Half as wide and slightly less than one football field shorter than a Nimitz-class aircraft carrier, USS Makin Island (LHD 8) was not exactly small at 843 feet in length, with a beam of 104 feet. Her aviation assets on this trip consisted of six V-22 Osprey tilt-rotor aircraft, a CH 53, two MH-60 Seahawks, two Bell AH-1 Super Cobras, two Harrier jump jets, and two F-35B Lightning IIs. She could have carried more, but the mix was mission-specific.
In addition to her air power, LHD 8 was armed with, among other things, Mk 38 chain guns, Sparrow missiles, and four .50-caliber BMG machine guns. The USS Preble and the USS Halsey, two Arleigh Burke—class destroyers out of Everett, Washington, flanked the amphibious ship and provided additional big-stick deterrence.
All the deck guns, aircraft, and support ships were impressive, but the most important component of the USS Makin Island was the eight hundred Marines that could be put on foreign shores to fight at a moment’s notice. Sometimes looked down on by line officers of the big-deck Navy, amphibious forces — or Gator Navy — sailors had a tight, if sometimes competitive, relationship with the Marines they carried. Some sailors called their ship a Marine Corps Uber. For their part, the Marine Expeditionary Units were happy for the lift.
All of them — well, most of them — loved to be at sea.
Captain Greg Goodrich, United States Marine Corps FAST Company, Pacific, stood on the foredeck, looking past the V-22s at the waves while he ticked through the list of his responsibilities for this mission.

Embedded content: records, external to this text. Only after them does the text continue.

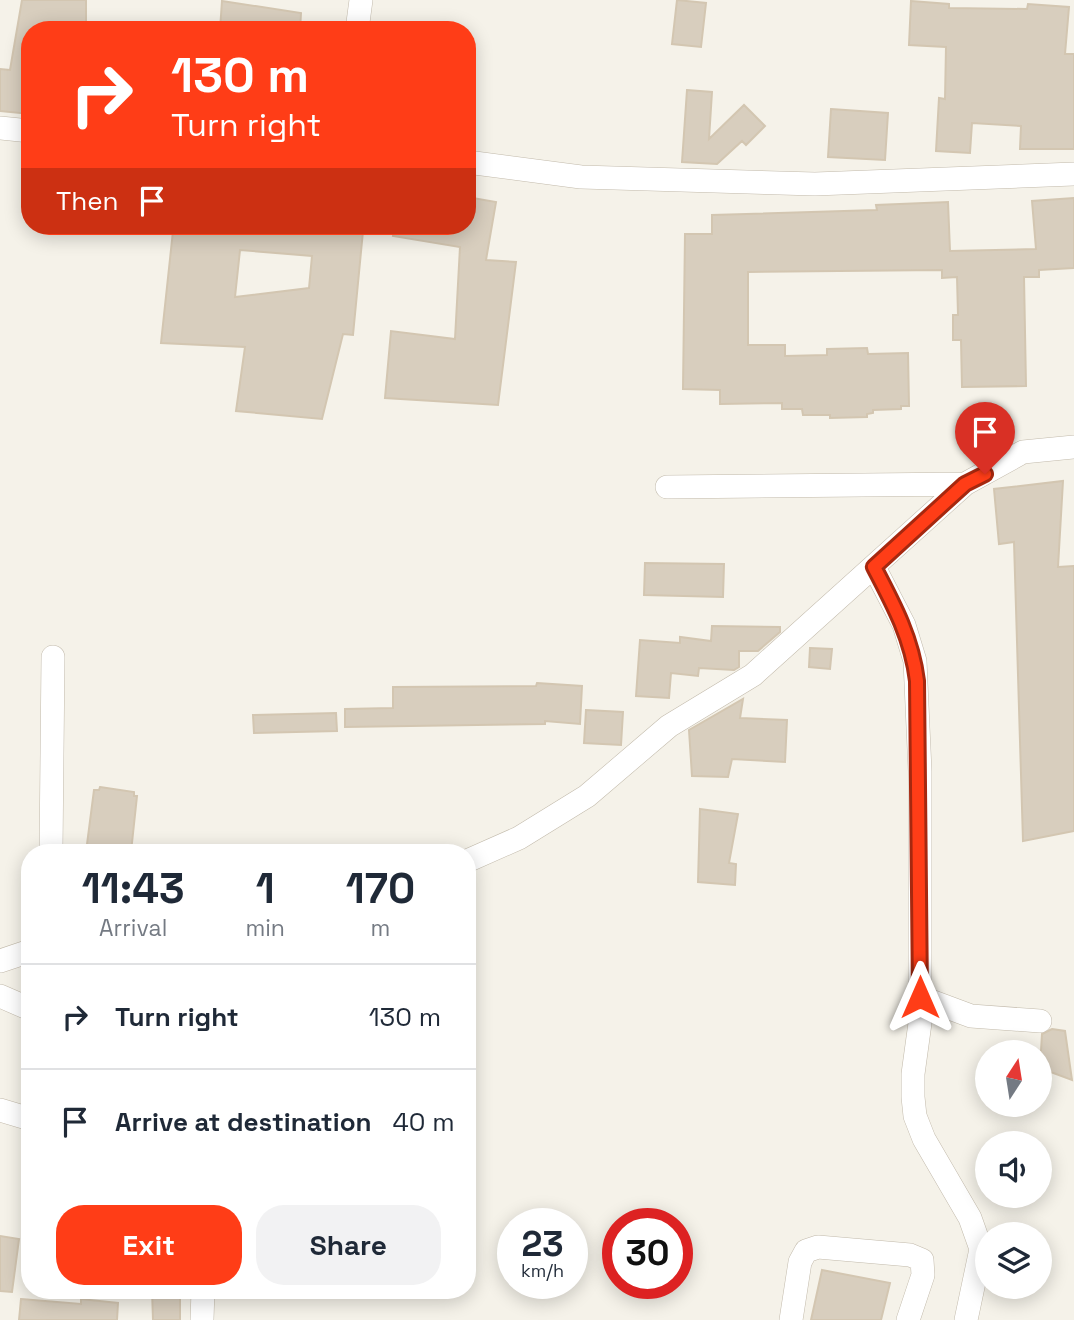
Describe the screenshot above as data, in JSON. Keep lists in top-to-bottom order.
{
  "north": "top",
  "page": {
    "turn": ["130 m", "Turn right"],
    "then": "Then",
    "eta": [
      "11:43",
      "Arrival",
      "1",
      "min",
      "170",
      "m"
    ],
    "list": [
      {
        "name": "Turn right",
        "value": "130 m"
      },
      {
        "name": "Arrive at destination",
        "value": "40 m"
      }
    ],
    "buttons": ["Exit", "Share"],
    "speed": "23 km/h",
    "limit": "30"
  }
}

There was a rhythm to the ocean that appealed deeply to the kind of man he was. He loved casting all lines and leaving behind the distractions of shore. At sea, Captain Goodrich could shoot, exercise, train his platoon — and read. Staring out at the wind and waves was better than watching TV any day of the week. The fantail of the ship provided the perfect location to get his Marines range time, and the deck was big enough for some good outdoor cardio. He’d even organized a couple of boxing matches while under way.

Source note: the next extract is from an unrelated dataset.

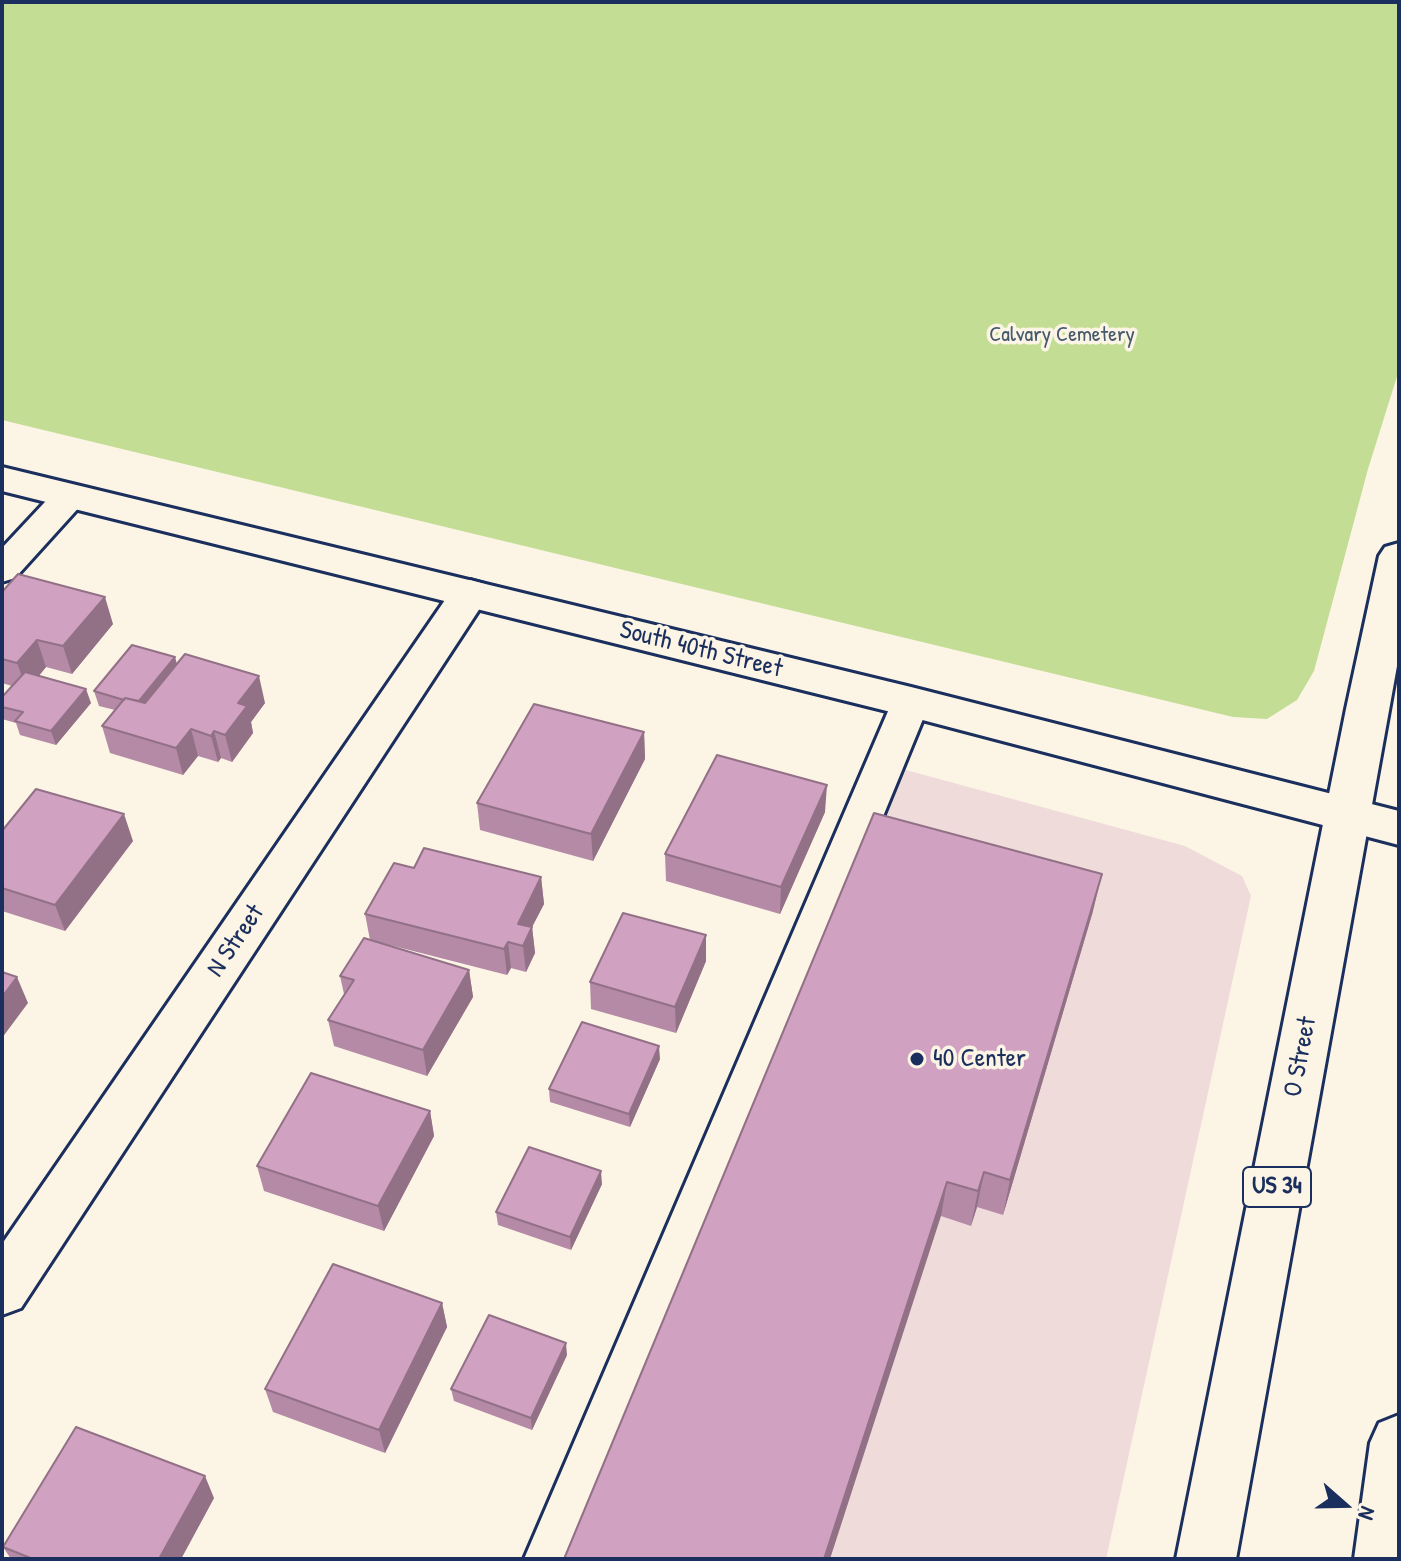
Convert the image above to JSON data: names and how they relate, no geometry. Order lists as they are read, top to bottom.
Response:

Goodrich had been on the runty side through the seventh grade, athletic, but shorter than everyone else in his class, even the girls. Mostly knees and elbows, he endured a certain amount of bullying. He wanted to join the military and thought being a pilot would be good for someone who was vertically challenged — then he grew four inches the summer after eighth grade. He towered over everyone else in his class his junior year, and had reached six-foot-six by the time he was a senior — a little tall to squeeze into a fighter. He stopped growing a hair short of six-eight his sophomore year at Virginia Military Institute. His mother wasn’t completely on board with VMI. She was a surgeon and wanted him to be a surgeon, or at least an engineer. He compromised and went to a military school that taught engineering. She’d blanched when he’d decided to pursue amateur boxing, warning him that repeated blows to the head didn’t pair well with his calculus and physics studies. She was, of course, correct, but Goodrich found that his wingspan was long enough that he hit other engineering students in the head far more often than he got hit himself.
People tended to think of VMI as a bunch of shaved-headed Rats standing over steam vents in wool greatcoats getting hazed by upperclassmen. There was some of that, but Goodrich relished the visceral aspects of military discipline, the barking, the esprit de corps — the boxing. He’d always been a fighter, and knew he wanted to do it for a living. The Marine Corps allowed just that — and FAST allowed him to focus his fight.